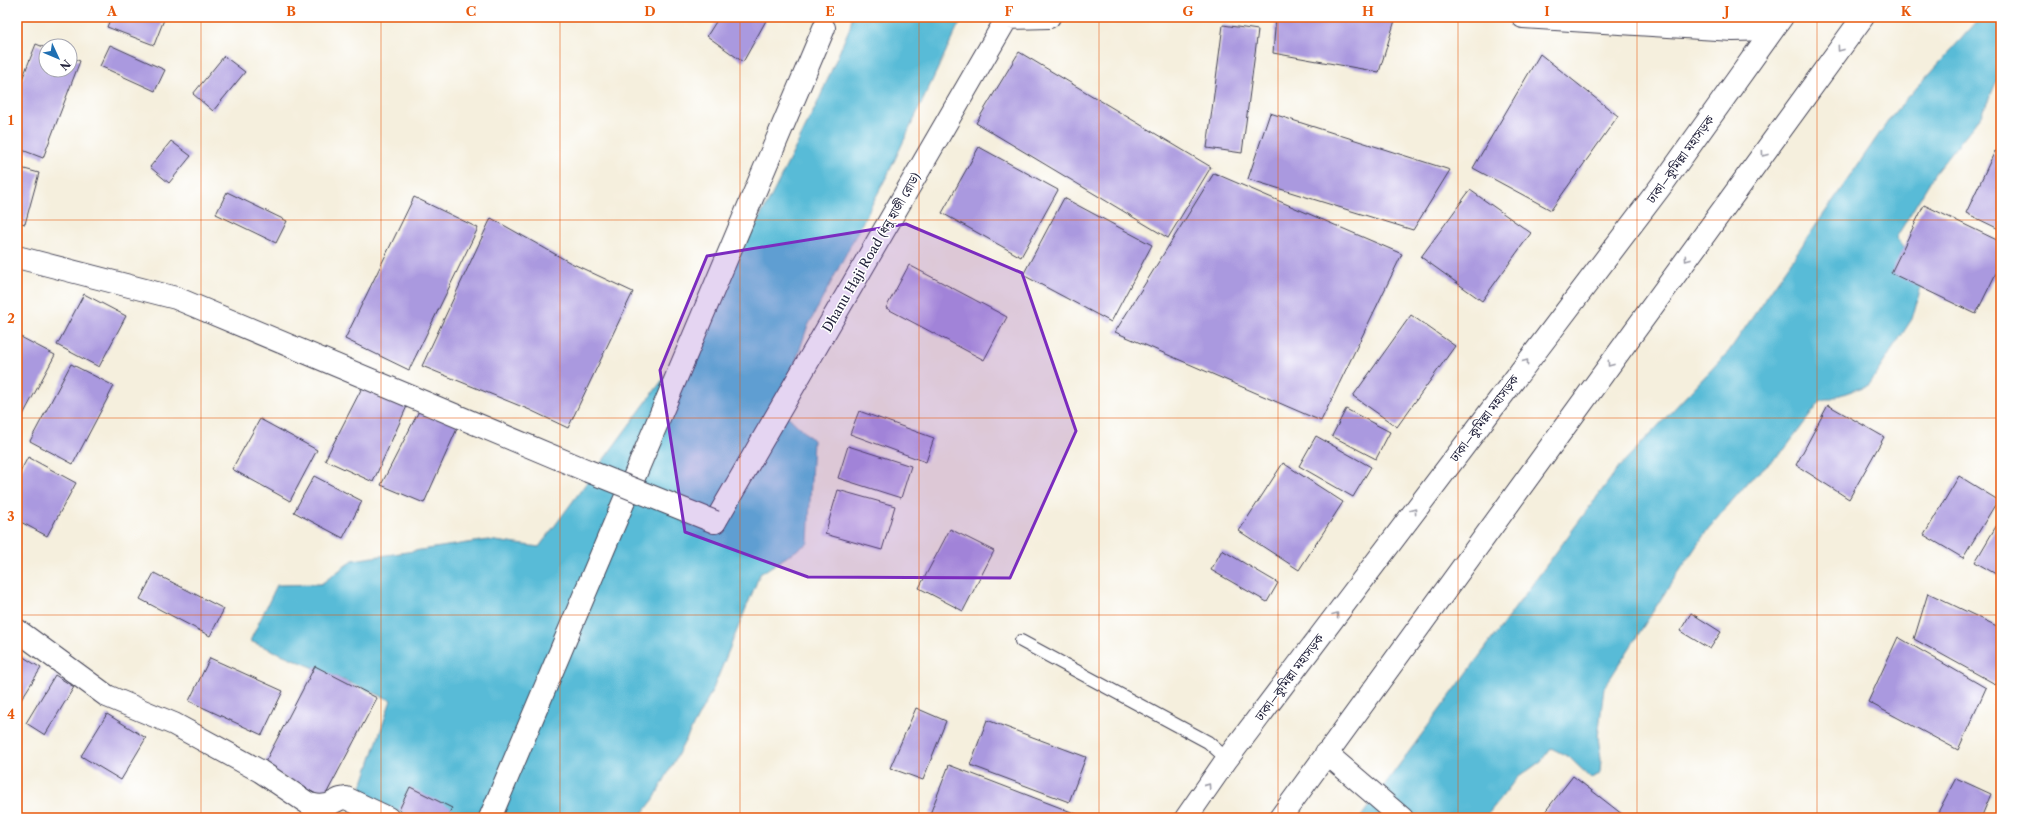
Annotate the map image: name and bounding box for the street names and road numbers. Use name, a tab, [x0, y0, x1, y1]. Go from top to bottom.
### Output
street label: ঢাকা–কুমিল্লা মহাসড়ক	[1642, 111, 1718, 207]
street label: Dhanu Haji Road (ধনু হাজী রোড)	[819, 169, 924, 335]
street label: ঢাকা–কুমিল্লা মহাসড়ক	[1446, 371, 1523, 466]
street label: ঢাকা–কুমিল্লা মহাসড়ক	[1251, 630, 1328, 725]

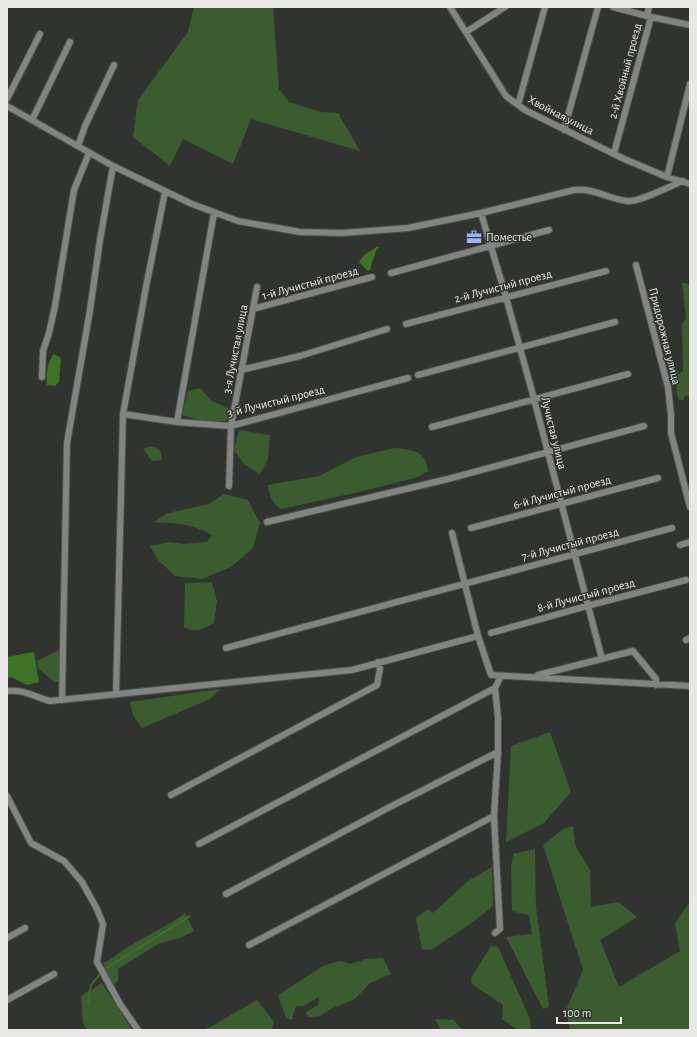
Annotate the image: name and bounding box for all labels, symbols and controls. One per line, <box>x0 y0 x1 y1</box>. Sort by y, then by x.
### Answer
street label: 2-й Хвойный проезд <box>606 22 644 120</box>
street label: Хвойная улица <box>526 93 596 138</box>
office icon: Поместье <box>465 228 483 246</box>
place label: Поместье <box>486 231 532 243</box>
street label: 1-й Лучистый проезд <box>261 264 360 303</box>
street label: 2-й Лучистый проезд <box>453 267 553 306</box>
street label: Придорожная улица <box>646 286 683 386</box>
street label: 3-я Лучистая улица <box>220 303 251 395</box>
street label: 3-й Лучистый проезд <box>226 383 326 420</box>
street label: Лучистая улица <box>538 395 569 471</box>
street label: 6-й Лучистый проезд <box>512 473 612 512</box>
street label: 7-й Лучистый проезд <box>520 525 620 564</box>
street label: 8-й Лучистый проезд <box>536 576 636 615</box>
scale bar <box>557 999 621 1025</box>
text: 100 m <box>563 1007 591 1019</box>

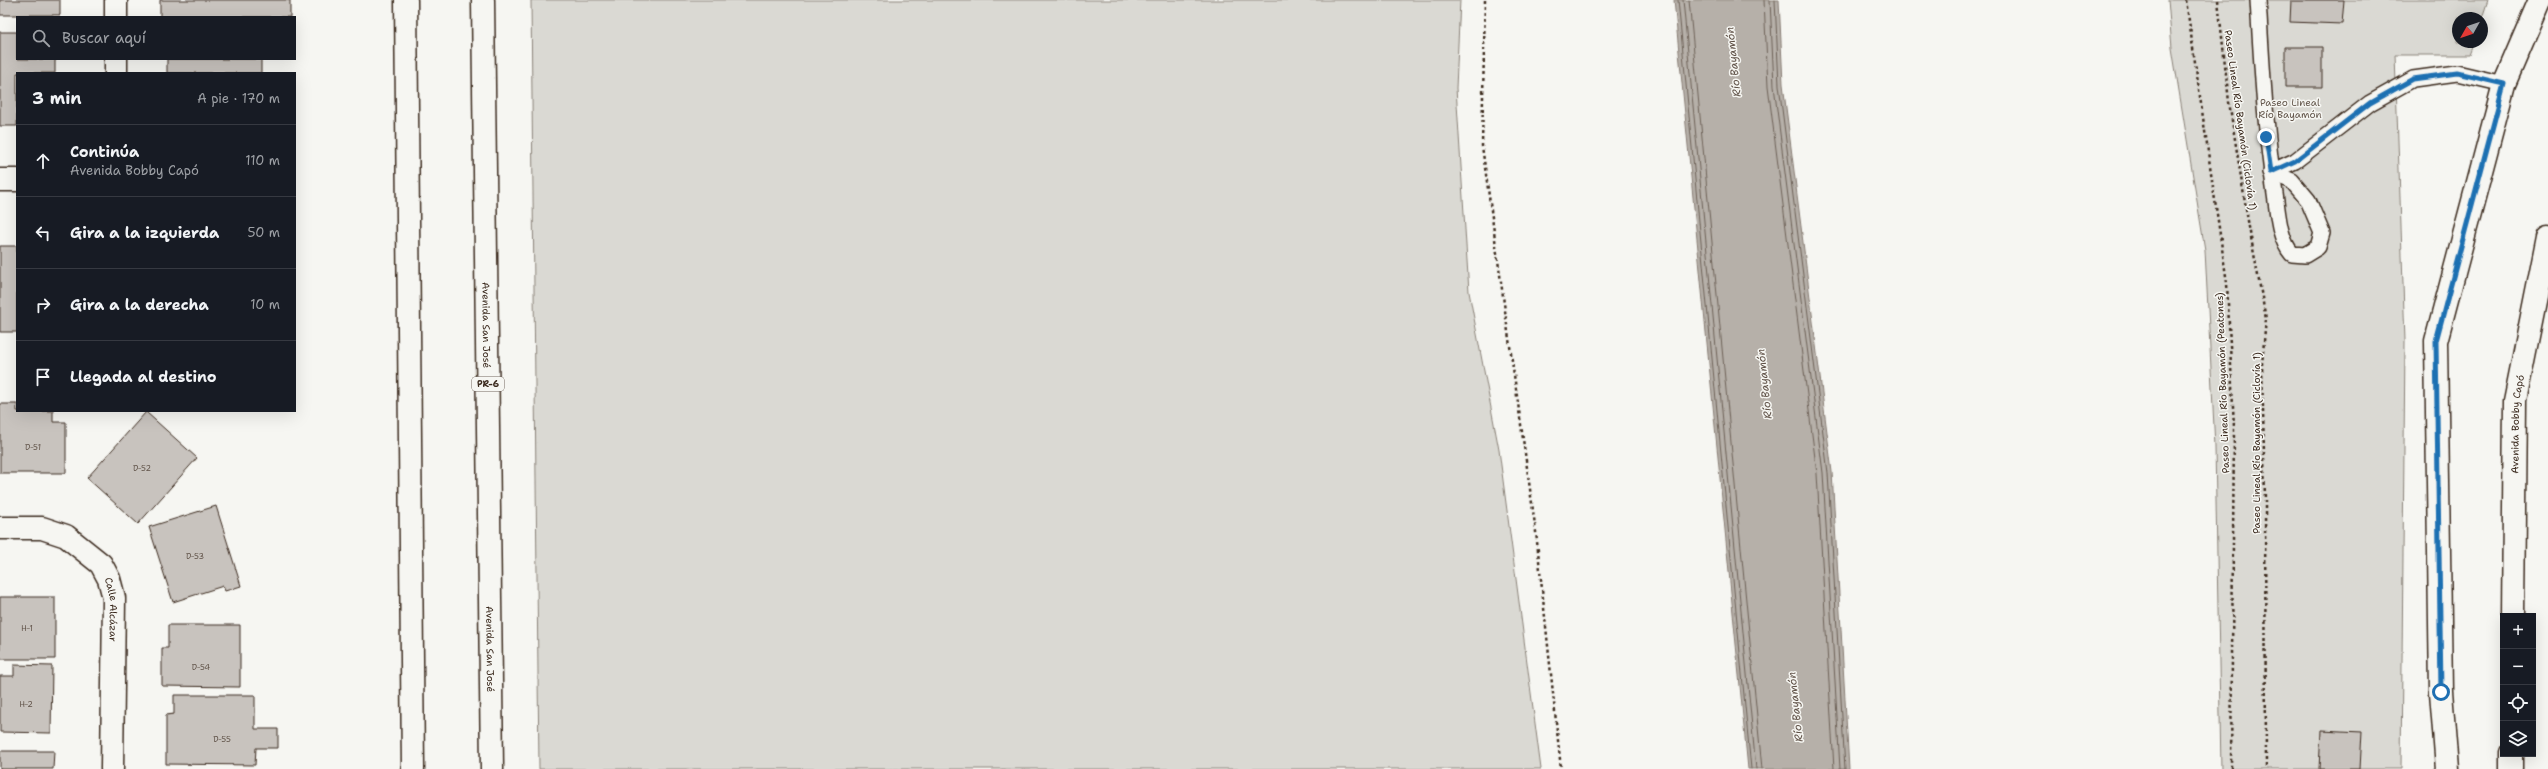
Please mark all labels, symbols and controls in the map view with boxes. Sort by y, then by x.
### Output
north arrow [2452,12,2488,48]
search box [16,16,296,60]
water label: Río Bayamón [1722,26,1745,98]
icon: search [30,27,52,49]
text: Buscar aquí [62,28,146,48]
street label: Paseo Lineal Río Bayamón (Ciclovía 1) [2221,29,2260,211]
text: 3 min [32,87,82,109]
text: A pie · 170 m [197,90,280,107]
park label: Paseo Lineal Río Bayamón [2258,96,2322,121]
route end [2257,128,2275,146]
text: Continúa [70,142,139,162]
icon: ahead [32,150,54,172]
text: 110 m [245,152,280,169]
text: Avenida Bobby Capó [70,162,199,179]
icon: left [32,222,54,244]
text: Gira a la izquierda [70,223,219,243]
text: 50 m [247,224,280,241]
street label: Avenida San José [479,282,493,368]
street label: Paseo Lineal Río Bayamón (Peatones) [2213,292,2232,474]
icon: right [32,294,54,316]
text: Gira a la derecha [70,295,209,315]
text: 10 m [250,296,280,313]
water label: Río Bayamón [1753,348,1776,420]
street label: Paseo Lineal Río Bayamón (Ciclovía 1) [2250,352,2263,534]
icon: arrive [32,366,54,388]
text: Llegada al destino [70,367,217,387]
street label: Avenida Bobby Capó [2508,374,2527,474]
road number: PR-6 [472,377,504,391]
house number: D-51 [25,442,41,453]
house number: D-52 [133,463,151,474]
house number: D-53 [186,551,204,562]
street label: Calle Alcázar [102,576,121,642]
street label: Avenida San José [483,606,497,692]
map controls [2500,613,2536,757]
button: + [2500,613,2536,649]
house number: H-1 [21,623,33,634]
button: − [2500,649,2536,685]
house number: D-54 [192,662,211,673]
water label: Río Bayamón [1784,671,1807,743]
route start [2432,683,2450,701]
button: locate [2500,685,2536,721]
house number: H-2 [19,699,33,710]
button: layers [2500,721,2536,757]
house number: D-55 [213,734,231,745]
★ ★ ★ ★ ★
● TASK ITEM
Write out each line of the data above exactly, starting at the top and finishing with the line containing "Please mark all"; omit the pictures.

● RESULT
Annotate the map image: name and bounding box for the street names and road numbers. Use name, a tab, [x0, y0, x1, y1]. Go from top to bottom.
### Output
street label: ঢাকা–কুমিল্লা মহাসড়ক	[1642, 111, 1718, 207]
street label: Dhanu Haji Road (ধনু হাজী রোড)	[819, 169, 924, 335]
street label: ঢাকা–কুমিল্লা মহাসড়ক	[1446, 371, 1523, 466]
street label: ঢাকা–কুমিল্লা মহাসড়ক	[1251, 630, 1328, 725]

Annotate the image: name and bounding box for all labels, symbols and controls. One per line, <box>x0 y0 x1 y1</box>. Sort by y, then by x.
### Answer
street label: 2-й Хвойный проезд <box>606 22 644 120</box>
street label: Хвойная улица <box>526 93 596 138</box>
office icon: Поместье <box>465 228 483 246</box>
place label: Поместье <box>486 231 532 243</box>
street label: 1-й Лучистый проезд <box>261 264 360 303</box>
street label: 2-й Лучистый проезд <box>453 267 553 306</box>
street label: Придорожная улица <box>646 286 683 386</box>
street label: 3-я Лучистая улица <box>220 303 251 395</box>
street label: 3-й Лучистый проезд <box>226 383 326 420</box>
street label: Лучистая улица <box>538 395 569 471</box>
street label: 6-й Лучистый проезд <box>512 473 612 512</box>
street label: 7-й Лучистый проезд <box>520 525 620 564</box>
street label: 8-й Лучистый проезд <box>536 576 636 615</box>
scale bar <box>557 999 621 1025</box>
text: 100 m <box>563 1007 591 1019</box>

Please mark all labels, symbols and controls in the map view with boxes. Sort by y, then by x.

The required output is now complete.